[Stored data entries]
Start of Block
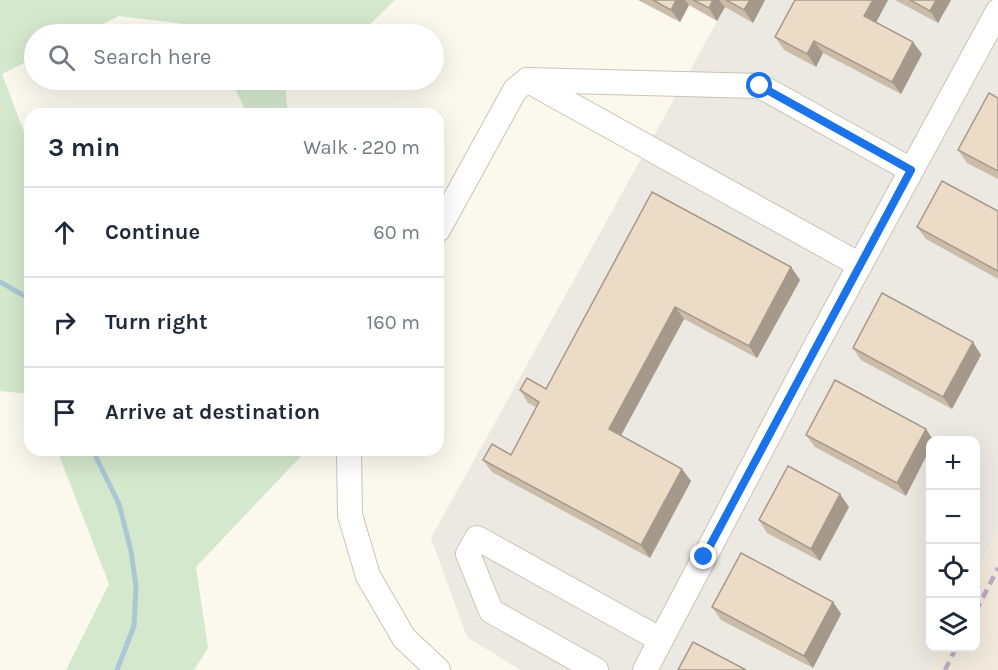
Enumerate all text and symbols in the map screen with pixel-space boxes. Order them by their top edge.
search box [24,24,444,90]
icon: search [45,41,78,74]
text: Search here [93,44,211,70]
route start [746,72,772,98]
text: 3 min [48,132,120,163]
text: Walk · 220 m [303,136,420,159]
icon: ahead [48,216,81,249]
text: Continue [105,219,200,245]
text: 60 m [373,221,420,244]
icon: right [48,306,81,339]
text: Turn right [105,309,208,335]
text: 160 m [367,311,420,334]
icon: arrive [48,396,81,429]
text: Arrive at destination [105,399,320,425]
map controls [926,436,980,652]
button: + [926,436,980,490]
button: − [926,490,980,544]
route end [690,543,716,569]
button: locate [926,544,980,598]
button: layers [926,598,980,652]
End of Block
A verbatim copy of the records is needed, with all images omitted.

• [Answer box]
Enumerate all text and symbols in the map screen with pixel-space boxes. Order them by their top edge.
search box [24,24,444,90]
icon: search [45,41,78,74]
text: Search here [93,44,211,70]
route start [746,72,772,98]
text: 3 min [48,132,120,163]
text: Walk · 220 m [303,136,420,159]
icon: ahead [48,216,81,249]
text: Continue [105,219,200,245]
text: 60 m [373,221,420,244]
icon: right [48,306,81,339]
text: Turn right [105,309,208,335]
text: 160 m [367,311,420,334]
icon: arrive [48,396,81,429]
text: Arrive at destination [105,399,320,425]
map controls [926,436,980,652]
button: + [926,436,980,490]
button: − [926,490,980,544]
route end [690,543,716,569]
button: locate [926,544,980,598]
button: layers [926,598,980,652]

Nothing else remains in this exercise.